For every line in the records that has the word "JSON", make a copy.

--- Working data ---

·····

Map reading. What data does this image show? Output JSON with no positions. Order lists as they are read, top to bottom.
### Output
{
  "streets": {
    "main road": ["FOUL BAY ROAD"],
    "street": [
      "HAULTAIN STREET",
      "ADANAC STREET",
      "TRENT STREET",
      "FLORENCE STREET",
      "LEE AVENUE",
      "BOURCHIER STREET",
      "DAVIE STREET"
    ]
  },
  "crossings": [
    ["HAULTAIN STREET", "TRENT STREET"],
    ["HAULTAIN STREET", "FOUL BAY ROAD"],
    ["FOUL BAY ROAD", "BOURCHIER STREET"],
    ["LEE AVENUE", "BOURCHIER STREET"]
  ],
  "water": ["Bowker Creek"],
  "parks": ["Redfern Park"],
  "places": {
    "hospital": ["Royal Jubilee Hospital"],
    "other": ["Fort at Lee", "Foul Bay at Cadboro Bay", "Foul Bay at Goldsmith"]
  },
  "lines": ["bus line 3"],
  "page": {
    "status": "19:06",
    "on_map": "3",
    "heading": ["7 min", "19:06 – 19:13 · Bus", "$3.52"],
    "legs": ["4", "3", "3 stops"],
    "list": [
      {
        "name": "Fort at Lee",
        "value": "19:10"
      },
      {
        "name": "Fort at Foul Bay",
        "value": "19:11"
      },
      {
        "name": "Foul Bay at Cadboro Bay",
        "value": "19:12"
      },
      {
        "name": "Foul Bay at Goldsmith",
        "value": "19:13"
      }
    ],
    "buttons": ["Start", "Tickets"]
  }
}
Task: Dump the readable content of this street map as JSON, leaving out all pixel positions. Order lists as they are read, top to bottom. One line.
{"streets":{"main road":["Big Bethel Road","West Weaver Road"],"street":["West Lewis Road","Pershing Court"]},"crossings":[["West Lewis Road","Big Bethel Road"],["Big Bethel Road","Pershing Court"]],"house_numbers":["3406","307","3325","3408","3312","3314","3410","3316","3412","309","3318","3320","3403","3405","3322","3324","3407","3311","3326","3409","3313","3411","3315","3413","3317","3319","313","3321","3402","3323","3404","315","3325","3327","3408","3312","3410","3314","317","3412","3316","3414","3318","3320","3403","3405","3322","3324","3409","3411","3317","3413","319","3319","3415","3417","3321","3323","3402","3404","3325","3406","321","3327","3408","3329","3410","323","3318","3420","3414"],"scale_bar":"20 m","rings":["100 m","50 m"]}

·····

--- Result of this exercise ---
Map reading. What data does this image show? Output JSON with no positions. Order lists as they are read, top to bottom.
Task: Dump the readable content of this street map as JSON, leaving out all pixel positions. Order lists as they are read, top to bottom. One line.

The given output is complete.